Zulip Chat Archive
Stream: general
Topic: mutual recursive parsers
Kana (Feb 17 2021 at 20:49):
It is rather easy to write recursive parser like this (example from data.buffer.parser
)
private def fix_core (f : parser α → parser α) : ℕ → parser α
| 0 := failure
| (n + 1) := f (fix_core n)
def fix (f : parser α → parser α) : parser α :=
λ input, fix_core f (input.length + 1) input
But what if I want a lot of mutual recursive parsers?
My current solution is:
- hlist
inductive hprod (f : Type → Type) : list Type → Type 1
| nil : hprod []
| cons {α αs} (x : f α) (xs : hprod αs) : hprod (α :: αs)

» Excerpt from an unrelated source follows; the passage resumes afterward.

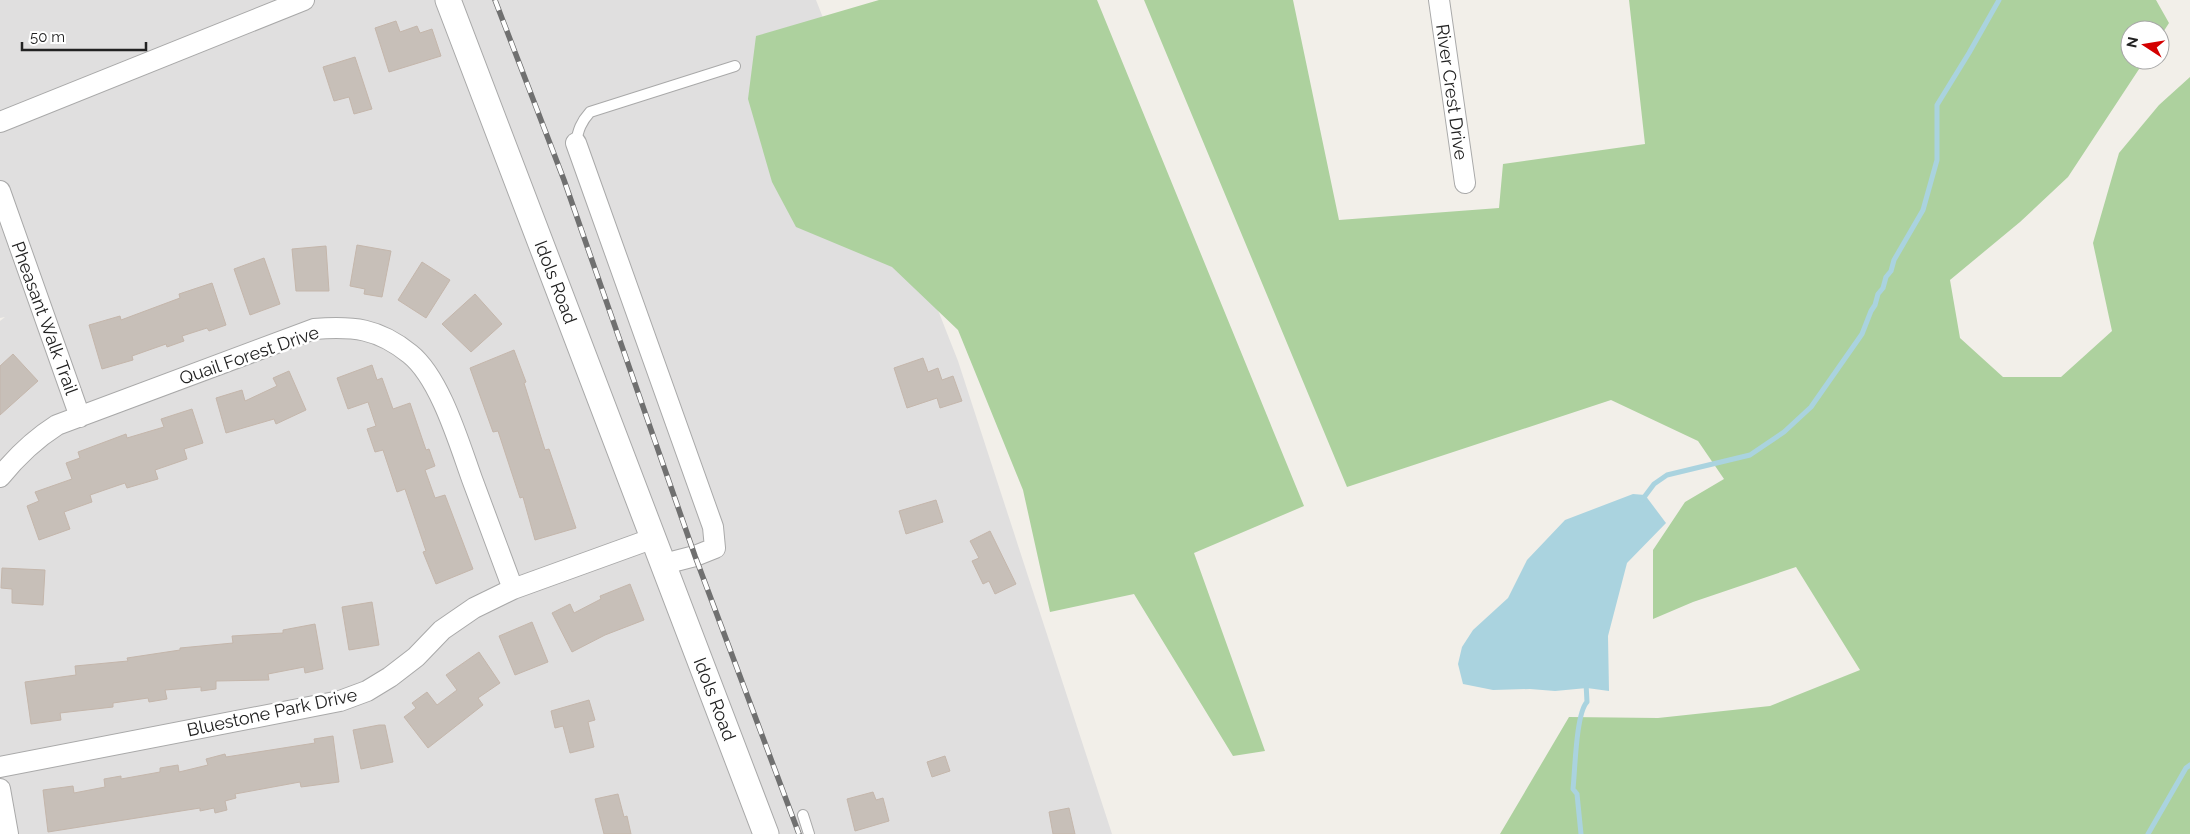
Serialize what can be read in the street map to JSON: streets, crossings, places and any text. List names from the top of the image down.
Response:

notation `⟦` l:(foldr `, ` (h t, cons h t) nil `⟧`) := l
- fixN by hprod
private def fixN_core {αs} (f : hprod parser αs → hprod parser αs) : ℕ → hprod parser αs
| 0 := hprod.pure @parser.failure
| (n + 1) := f (fixN_core n)
def fixN : ∀{αs}, (hprod parser αs → hprod parser αs) → hprod parser αs
| [] f := hprod.nil
| (α::αs) f :=
hprod.cons
(λ input, (fixN_core f (input.length + 1)).head input)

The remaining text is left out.